Actualité et archéologie du Moyen-Orient et du monde de la Bible

Église, Mère Église!

Kassam Muaddi Étudiant en sciences politiques
30 septembre 2011
email whatsapp whatsapp facebook twitter version imprimable
Église, Mère Église!
Jerusalem, summer camp, children, old city

Aujourd’hui comme hier, les organisations chrétiennes jouent un rôle essentiel dans la construction et la protection de la société civile palestinienne. Elle doit poursuivre sa tâche à la lumière des cultures locales.

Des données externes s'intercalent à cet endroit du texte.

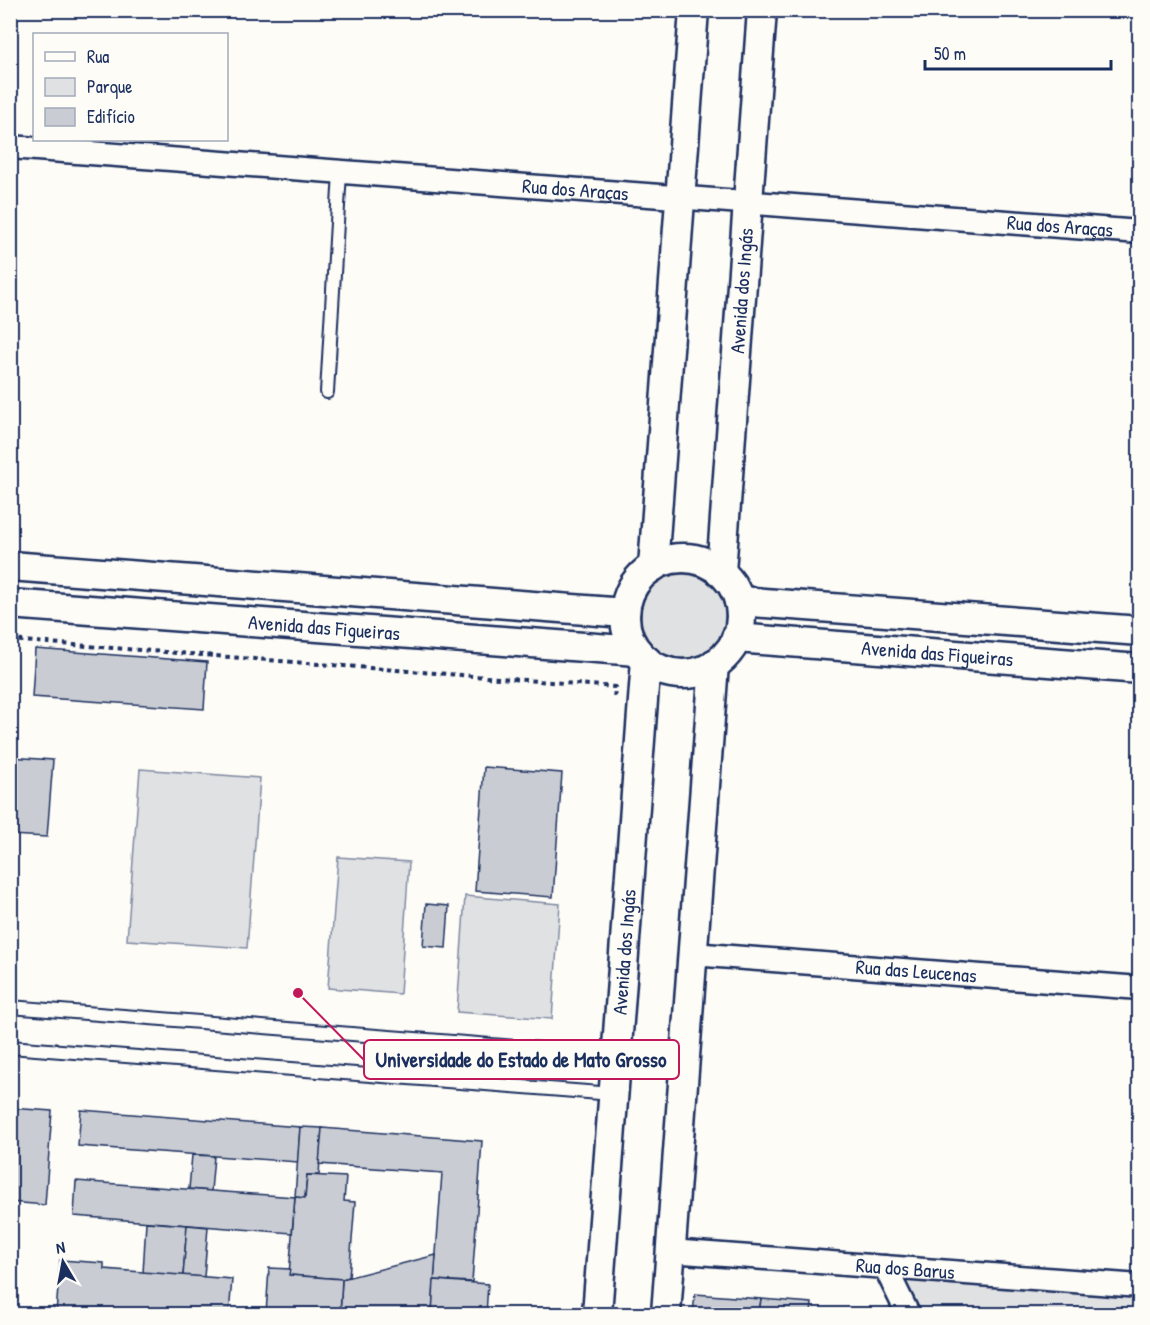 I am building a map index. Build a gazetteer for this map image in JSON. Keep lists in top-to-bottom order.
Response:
{
  "streets": {
    "street": [
      "Rua dos Araças",
      "Avenida dos Ingás",
      "Avenida das Figueiras",
      "Rua das Leucenas",
      "Rua dos Barus"
    ]
  },
  "crossings": [
    ["Rua dos Araças", "Avenida dos Ingás"],
    ["Avenida dos Ingás", "Avenida das Figueiras"]
  ],
  "places": ["Universidade do Estado de Mato Grosso"],
  "legend": ["Rua", "Parque", "Edifício"],
  "scale_bar": "50 m",
  "north": "top"
}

Les chrétiens palestiniens ont toujours été une communauté vivante qui a joué un rôle central dans la construction de l’identité de la Palestine. Aujourd’hui, si l’Église de Terre Sainte est moins importante numériquement, elle est plus que jamais présente et les fidèles participent activement à la vie et au développement de leur société.
Aux jours de la Nakba, la « catastrophe » en arabe, qui désigne l’exode massif des Palestiniens qui a accompagné la création de l’État d’Israël en 1948, l’événement historique le plus important dans l’Histoire moderne du peuple palestinien, qui a entraîné la dispersion des Palestiniens à travers le monde, la destruction de son entité politique et de ses institutions, l’Église s’est maintenue unie, irréductible aux nouvelles frontières imposées par les guerres de 1948 et 1967. L’Église est la mère de Jérusalem, puisque son rôle, spirituel aussi bien que social, s’exerce envers tous les habitants y compris les non-chrétiens.

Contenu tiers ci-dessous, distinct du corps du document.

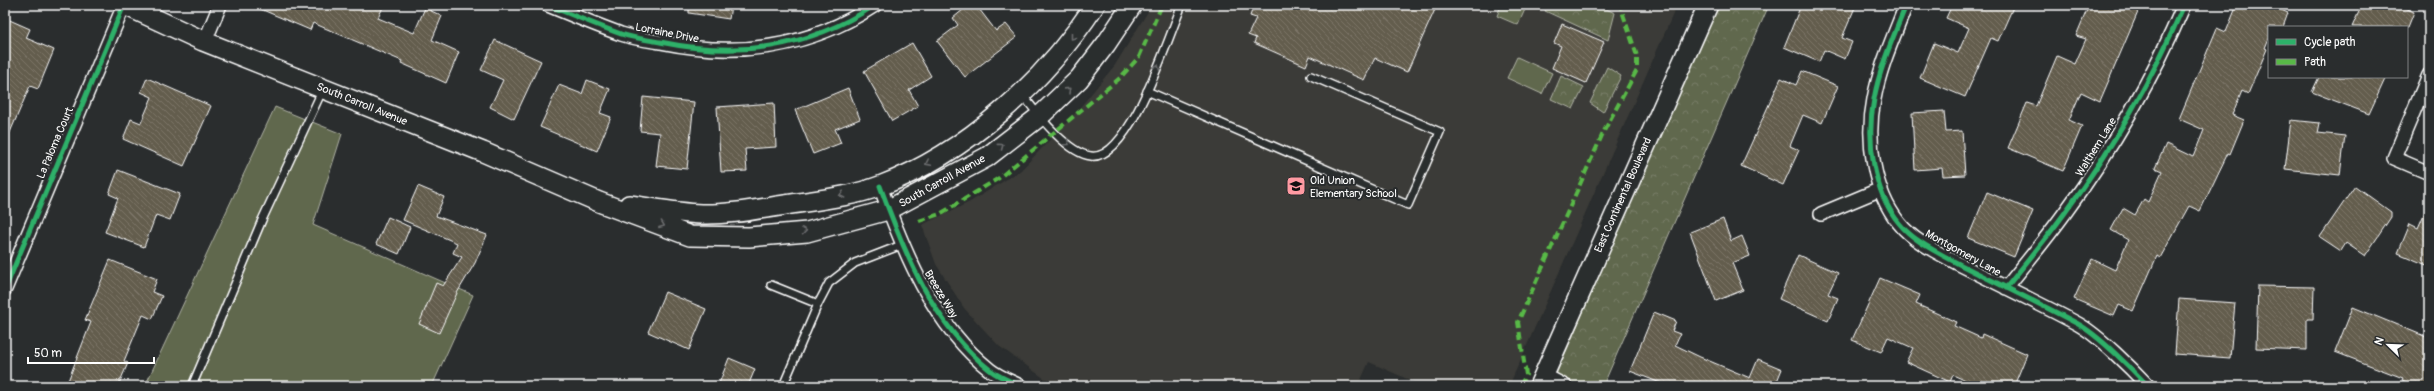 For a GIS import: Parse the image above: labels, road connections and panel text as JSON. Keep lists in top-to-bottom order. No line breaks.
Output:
{"streets":{"main road":["South Carroll Avenue","East Continental Boulevard"],"street":["Lorraine Drive","La Paloma Court","Walthem Lane","Montgomery Lane","Breeze Way"]},"crossings":[["South Carroll Avenue","La Paloma Court"],["South Carroll Avenue","Breeze Way"],["Walthem Lane","Montgomery Lane"]],"places":{"school or university":["Old Union Elementary School"]},"legend":["Cycle path","Path"],"scale_bar":"50 m","north":"top left"}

L’Église de tous les Palestiniens

De fait, l’Église est présente dans la vie de tous les Palestiniens, à travers les services rendus par ses organisations charitables et sociales. Aujourd’hui, les organisations chrétiennes constituent 45 % des organisations de la société civile palestinienne1.
L’impact des Églises en Palestine peut se mesurer en examinant le rôle de chaque paroisse au niveau local. Toute paroisse en Palestine (et au Proche Orient en général), qu’elle soit catholique, orthodoxe ou protestante, repose sur trois piliers : l’église, l’école et le presbytère. Dans chaque école, des élèves musulmans et chrétiens grandissent et apprennent ensemble. Aux abords du « Deir » (le domaine de la paroisse), on trouve toujours un club pour les jeunes, une association de femmes, une troupe de scouts, une crèche, une coopérative agricole ou quelque autre activité sociale ou culturelle, entraînant dans ses rangs des musulmans et chrétiens.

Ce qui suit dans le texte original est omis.